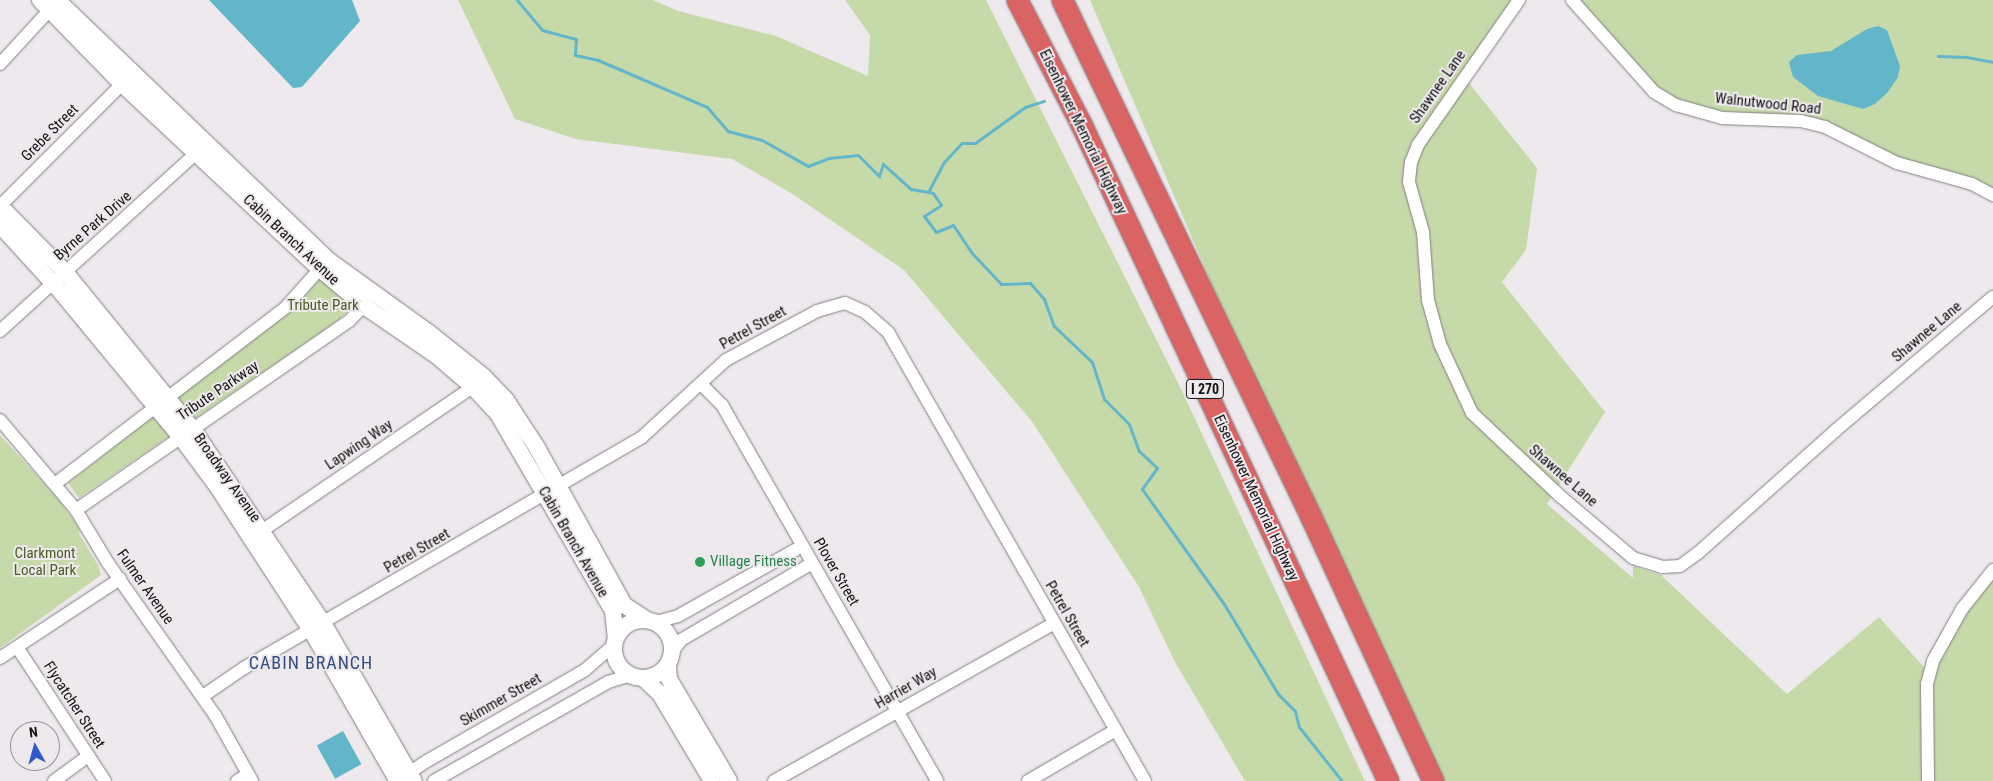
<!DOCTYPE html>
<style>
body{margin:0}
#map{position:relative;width:1993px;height:781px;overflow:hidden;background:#ede9ed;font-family:"Roboto Condensed",sans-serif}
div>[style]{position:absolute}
.green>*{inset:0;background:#c6daa9}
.water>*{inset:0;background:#63b6ca;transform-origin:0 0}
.stream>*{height:3px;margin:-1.5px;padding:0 1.5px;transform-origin:1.5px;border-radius:1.5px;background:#63b6ca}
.roads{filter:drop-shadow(0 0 1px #827f83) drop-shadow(0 0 1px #827f83)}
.street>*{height:12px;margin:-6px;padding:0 6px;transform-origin:6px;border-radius:6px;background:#fff}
.secondary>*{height:16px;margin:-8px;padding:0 8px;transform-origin:8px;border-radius:8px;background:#fff}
.secondary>.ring{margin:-8px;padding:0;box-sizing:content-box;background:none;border:16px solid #fff;border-radius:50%}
.highway>*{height:21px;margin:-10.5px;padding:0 10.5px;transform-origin:10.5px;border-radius:10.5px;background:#da6363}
.dots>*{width:14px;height:14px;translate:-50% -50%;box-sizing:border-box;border:2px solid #ede9ed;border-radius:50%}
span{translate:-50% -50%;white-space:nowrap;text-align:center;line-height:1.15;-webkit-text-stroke:4px #ede9ed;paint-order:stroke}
.shield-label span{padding:1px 4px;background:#ede9ed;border:1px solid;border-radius:4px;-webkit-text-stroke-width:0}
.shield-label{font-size:14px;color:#151415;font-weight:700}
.street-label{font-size:15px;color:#151415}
.park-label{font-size:15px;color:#495e1e}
.leisure-label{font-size:15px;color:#27864d}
.left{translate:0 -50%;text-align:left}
.quarter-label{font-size:18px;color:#344d86;letter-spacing:1px}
.north{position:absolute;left:10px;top:721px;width:50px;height:50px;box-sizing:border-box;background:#ede9ed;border:1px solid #979497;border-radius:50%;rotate:353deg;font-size:14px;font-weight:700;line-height:20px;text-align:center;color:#151415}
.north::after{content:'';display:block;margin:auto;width:18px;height:22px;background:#2f5bca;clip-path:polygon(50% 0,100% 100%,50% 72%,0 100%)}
</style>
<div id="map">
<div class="green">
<div style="clip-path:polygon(458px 0,653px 0,678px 11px,776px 36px,868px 76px,870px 35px,845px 0,986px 0,1180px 387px,1365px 781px,1245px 781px,1175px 662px,1139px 587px,1033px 423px,904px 270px,791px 193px,732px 159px,576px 139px,515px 119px)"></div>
<div style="clip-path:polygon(1090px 0,1519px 0,1465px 78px,1537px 168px,1526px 250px,1502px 282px,1605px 412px,1547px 504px,1633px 578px,1633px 566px,1661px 575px,1787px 694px,1879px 617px,1929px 673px,1993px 570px,1993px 781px,1425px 781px)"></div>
<div style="clip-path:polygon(1572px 0,1993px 0,1993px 195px,1897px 163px,1825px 127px,1722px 118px,1654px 92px)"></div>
<div style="clip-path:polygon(321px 278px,355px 304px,336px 322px,79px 498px,68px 483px,298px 303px)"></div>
<div style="clip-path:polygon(0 435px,59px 500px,80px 529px,79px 534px,98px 565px,101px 575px,0 648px)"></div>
</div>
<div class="water">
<div style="clip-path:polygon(209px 0,352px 0,360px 21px,302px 87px,293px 88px)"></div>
<div style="clip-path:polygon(1878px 26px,1887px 30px,1900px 66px,1898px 77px,1888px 92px,1875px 104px,1863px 109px,1818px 96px,1793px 77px,1789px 62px,1797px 55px,1831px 51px,1867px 29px)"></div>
<div style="left:343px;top:731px;width:38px;height:30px;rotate:61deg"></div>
</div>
<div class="stream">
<div style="left:517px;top:0;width:39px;rotate:50deg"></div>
<div style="left:542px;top:30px;width:35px;rotate:15deg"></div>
<div style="left:576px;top:39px;width:16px;rotate:94deg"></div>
<div style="left:575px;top:55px;width:24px;rotate:12deg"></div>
<div style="left:598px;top:60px;width:119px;rotate:23.3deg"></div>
<div style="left:707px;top:107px;width:32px;rotate:49deg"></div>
<div style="left:728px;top:131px;width:35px;rotate:15deg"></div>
<div style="left:762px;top:140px;width:53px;rotate:29.5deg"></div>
<div style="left:808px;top:166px;width:22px;rotate:-21deg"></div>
<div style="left:829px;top:158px;width:29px;rotate:-6deg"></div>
<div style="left:858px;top:155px;width:30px;rotate:45deg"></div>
<div style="left:879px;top:176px;width:13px;rotate:-72deg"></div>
<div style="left:883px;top:164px;width:38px;rotate:42deg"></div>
<div style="left:911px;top:189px;width:22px;rotate:10deg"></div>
<div style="left:933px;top:193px;width:14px;rotate:56deg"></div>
<div style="left:941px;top:205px;width:20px;rotate:147deg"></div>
<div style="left:924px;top:216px;width:20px;rotate:53deg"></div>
<div style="left:936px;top:232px;width:18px;rotate:-22deg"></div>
<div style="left:953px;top:225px;width:32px;rotate:56deg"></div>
<div style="left:971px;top:252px;width:44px;rotate:46.8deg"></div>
<div style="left:1001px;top:284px;width:29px;rotate:-2deg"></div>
<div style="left:1030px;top:283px;width:21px;rotate:49deg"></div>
<div style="left:1044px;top:299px;width:29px;rotate:70deg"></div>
<div style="left:1054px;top:326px;width:52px;rotate:43.5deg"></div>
<div style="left:1092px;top:362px;width:39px;rotate:72deg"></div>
<div style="left:1104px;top:399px;width:35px;rotate:45deg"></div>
<div style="left:1129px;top:424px;width:29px;rotate:70deg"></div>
<div style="left:1139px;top:451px;width:25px;rotate:43deg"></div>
<div style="left:1157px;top:468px;width:26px;rotate:126deg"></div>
<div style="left:1142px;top:489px;width:141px;rotate:54.5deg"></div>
<div style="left:1224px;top:604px;width:105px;rotate:59deg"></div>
<div style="left:1278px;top:694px;width:24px;rotate:45deg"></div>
<div style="left:1295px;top:711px;width:16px;rotate:76deg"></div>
<div style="left:1299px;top:727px;width:69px;rotate:51.5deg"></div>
<div style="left:1938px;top:56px;width:28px;rotate:2deg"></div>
<div style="left:1966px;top:57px;width:27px;rotate:10deg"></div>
<div style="left:928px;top:192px;width:34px;rotate:-62deg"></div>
<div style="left:944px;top:162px;width:26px;rotate:-47deg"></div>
<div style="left:962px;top:143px;width:13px"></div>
<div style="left:975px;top:143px;width:62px;rotate:-35.8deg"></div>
<div style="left:1025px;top:107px;width:20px;rotate:-18deg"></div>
</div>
<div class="roads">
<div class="street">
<div style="left:1519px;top:0;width:177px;rotate:124.9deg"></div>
<div style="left:1418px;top:145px;width:18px;rotate:112deg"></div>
<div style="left:1411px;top:162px;width:20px;rotate:96deg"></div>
<div style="left:1409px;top:182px;width:52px;rotate:74.4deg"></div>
<div style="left:1423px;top:232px;width:68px;rotate:85.8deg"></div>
<div style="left:1428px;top:300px;width:46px;rotate:74.7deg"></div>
<div style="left:1440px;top:344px;width:76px;rotate:65.1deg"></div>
<div style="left:1472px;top:413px;width:121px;rotate:43.3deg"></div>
<div style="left:1560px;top:496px;width:96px;rotate:40.3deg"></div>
<div style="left:1633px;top:558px;width:30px;rotate:17deg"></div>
<div style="left:1662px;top:567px;width:18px;rotate:-3deg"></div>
<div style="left:1680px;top:566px;width:22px;rotate:-36deg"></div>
<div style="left:1698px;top:553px;width:185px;rotate:-41.7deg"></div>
<div style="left:1836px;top:430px;width:206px;rotate:-40.3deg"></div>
<div style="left:1572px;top:0;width:123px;rotate:48.3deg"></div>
<div style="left:1654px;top:92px;width:26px;rotate:31deg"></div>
<div style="left:1676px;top:105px;width:48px;rotate:15.8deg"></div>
<div style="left:1722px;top:118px;width:79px;rotate:2.2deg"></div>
<div style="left:1801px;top:121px;width:25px;rotate:14deg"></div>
<div style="left:1825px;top:127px;width:80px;rotate:26.6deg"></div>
<div style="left:1897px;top:163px;width:78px;rotate:15.6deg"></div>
<div style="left:1972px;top:184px;width:24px;rotate:28deg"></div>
<div style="left:0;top:64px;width:83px;rotate:-47.4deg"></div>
<div style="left:0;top:206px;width:173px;rotate:-45deg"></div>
<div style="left:0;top:331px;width:273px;rotate:-42.2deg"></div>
<div style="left:701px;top:384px;width:30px;rotate:45deg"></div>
<div style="left:722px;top:405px;width:433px;rotate:60.2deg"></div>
<div style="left:0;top:420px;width:118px;rotate:49.8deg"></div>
<div style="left:76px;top:510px;width:62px;rotate:58.9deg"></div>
<div style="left:108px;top:563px;width:186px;rotate:54.9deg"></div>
<div style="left:215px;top:715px;width:76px;rotate:60.7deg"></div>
<div style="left:56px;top:483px;width:288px;rotate:-37.4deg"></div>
<div style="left:285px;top:308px;width:60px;rotate:-48.4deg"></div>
<div style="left:76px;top:510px;width:332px;rotate:-34.7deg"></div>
<div style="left:349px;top:321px;width:30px;rotate:-46deg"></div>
<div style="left:263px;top:530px;width:254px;rotate:-34.3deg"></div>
<div style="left:656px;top:622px;width:23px;rotate:-15deg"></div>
<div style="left:678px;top:616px;width:142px;rotate:-29.4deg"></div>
<div style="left:17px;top:647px;width:160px;rotate:56.7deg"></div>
<div style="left:673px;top:651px;width:14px;rotate:-54deg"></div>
<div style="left:681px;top:640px;width:152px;rotate:-30.4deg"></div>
<div style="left:0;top:658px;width:144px;rotate:-33.4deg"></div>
<div style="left:203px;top:696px;width:50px;rotate:-34.3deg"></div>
<div style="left:244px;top:668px;width:460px;rotate:-30.1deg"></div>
<div style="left:642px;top:437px;width:114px;rotate:-42.5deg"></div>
<div style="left:726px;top:360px;width:103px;rotate:-28.3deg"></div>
<div style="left:817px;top:311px;width:29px;rotate:-16deg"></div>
<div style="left:845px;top:303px;width:22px;rotate:24deg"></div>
<div style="left:865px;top:312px;width:30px;rotate:41deg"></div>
<div style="left:888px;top:332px;width:517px;rotate:60.21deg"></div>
<div style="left:405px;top:779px;width:7px;rotate:-56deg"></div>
<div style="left:409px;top:773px;width:22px;rotate:-34deg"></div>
<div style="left:427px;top:761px;width:182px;rotate:-29.9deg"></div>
<div style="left:585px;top:670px;width:38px;rotate:-41deg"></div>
<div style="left:54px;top:781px;width:42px;rotate:-36.3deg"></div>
<div style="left:237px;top:781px;width:13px;rotate:-32deg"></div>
<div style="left:434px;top:781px;width:200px;rotate:-29.6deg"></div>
<div style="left:608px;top:682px;width:24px;rotate:-17deg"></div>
<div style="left:774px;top:781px;width:320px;rotate:-29.4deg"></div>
<div style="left:1028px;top:781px;width:99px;rotate:-30.2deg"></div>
<div style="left:1928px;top:781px;width:97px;rotate:-90.6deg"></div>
<div style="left:1927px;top:684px;width:24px;rotate:-75deg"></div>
<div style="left:1933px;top:661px;width:60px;rotate:-60.9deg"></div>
<div style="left:1962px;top:609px;width:50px;rotate:-51.5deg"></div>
</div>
<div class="secondary">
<div style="left:40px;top:0;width:117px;rotate:45.7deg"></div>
<div style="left:122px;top:84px;width:271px;rotate:43.1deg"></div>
<div style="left:320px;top:269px;width:57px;rotate:40.1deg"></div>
<div style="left:364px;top:306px;width:88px;rotate:34.4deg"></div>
<div style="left:437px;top:356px;width:48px;rotate:40.7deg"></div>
<div style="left:473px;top:387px;width:37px;rotate:47deg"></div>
<div style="left:498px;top:414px;width:228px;rotate:59.7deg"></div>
<div style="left:613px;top:611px;width:27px;rotate:84deg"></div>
<div style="left:57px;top:0;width:376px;rotate:43.8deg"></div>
<div style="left:328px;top:260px;width:123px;rotate:35.8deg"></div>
<div style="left:428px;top:332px;width:70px;rotate:38.7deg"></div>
<div style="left:483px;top:376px;width:33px;rotate:46deg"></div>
<div style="left:506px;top:400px;width:55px;rotate:56.9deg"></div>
<div style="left:536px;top:446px;width:182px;rotate:61deg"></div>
<div style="left:624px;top:605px;width:27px;rotate:33deg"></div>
<div style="left:0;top:206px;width:93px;rotate:45.4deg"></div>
<div style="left:65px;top:272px;width:201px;rotate:50.9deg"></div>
<div style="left:192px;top:428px;width:235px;rotate:56.1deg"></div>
<div style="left:323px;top:623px;width:182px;rotate:60.1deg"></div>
<div style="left:0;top:225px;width:92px;rotate:47.6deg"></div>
<div style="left:62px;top:293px;width:185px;rotate:50.5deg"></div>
<div style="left:180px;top:436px;width:62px;rotate:53.5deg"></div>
<div style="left:217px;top:486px;width:172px;rotate:56.9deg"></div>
<div style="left:311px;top:630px;width:174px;rotate:60.1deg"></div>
<div class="ring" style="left:614px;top:620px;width:42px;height:42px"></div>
<div style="left:668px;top:666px;width:13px;rotate:86deg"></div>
<div style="left:669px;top:679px;width:118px;rotate:59.5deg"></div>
<div style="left:643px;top:678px;width:23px;rotate:43deg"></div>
<div style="left:660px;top:694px;width:101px;rotate:59.1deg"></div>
</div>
<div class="highway">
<div style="left:1017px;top:0;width:140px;rotate:62.7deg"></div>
<div style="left:1081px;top:124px;width:725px;rotate:64.95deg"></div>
<div style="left:1062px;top:0;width:574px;rotate:64.28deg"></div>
<div style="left:1311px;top:517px;width:291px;rotate:65.2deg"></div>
</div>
</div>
<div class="dots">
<div style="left:700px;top:562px;background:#2e9e5b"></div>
</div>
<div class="shield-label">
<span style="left:1205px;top:389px">I 270</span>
</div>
<div class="street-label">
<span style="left:1438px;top:87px;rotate:-55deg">Shawnee Lane</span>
<span style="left:1768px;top:104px;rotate:6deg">Walnutwood Road</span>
<span style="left:1083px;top:132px;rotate:64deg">Eisenhower Memorial Highway</span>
<span style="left:50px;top:133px;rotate:-45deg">Grebe Street</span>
<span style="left:93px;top:226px;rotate:-41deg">Byrne Park Drive</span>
<span style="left:291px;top:240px;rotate:43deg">Cabin Branch Avenue</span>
<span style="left:753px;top:328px;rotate:-29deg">Petrel Street</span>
<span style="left:1927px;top:332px;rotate:-40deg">Shawnee Lane</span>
<span style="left:218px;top:391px;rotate:-34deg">Tribute Parkway</span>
<span style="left:359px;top:445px;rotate:-34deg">Lapwing Way</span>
<span style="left:1563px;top:476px;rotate:41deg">Shawnee Lane</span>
<span style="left:227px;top:478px;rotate:55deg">Broadway Avenue</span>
<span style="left:1256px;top:498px;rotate:65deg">Eisenhower Memorial Highway</span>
<span style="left:573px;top:542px;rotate:60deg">Cabin Branch Avenue</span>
<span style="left:417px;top:551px;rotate:-30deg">Petrel Street</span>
<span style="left:836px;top:572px;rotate:60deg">Plover Street</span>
<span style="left:145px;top:587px;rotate:55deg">Fulmer Avenue</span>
<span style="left:1067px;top:614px;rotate:60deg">Petrel Street</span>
<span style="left:906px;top:688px;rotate:-30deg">Harrier Way</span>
<span style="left:501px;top:700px;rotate:-30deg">Skimmer Street</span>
<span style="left:74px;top:705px;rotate:57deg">Flycatcher Street</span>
</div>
<div class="park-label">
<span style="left:323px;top:306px">Tribute Park</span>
<span style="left:45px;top:562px">Clarkmont<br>Local Park</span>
</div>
<div class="leisure-label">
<span class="left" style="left:710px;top:562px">Village Fitness</span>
</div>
<div class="quarter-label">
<span style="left:311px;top:663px">CABIN BRANCH</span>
</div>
<div class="north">N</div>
</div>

* Aim of the exercise
In the entries above, find every line with the word "water" and list it.

* Solution for this task
.water>*{inset:0;background:#63b6ca;transform-origin:0 0}
<div class="water">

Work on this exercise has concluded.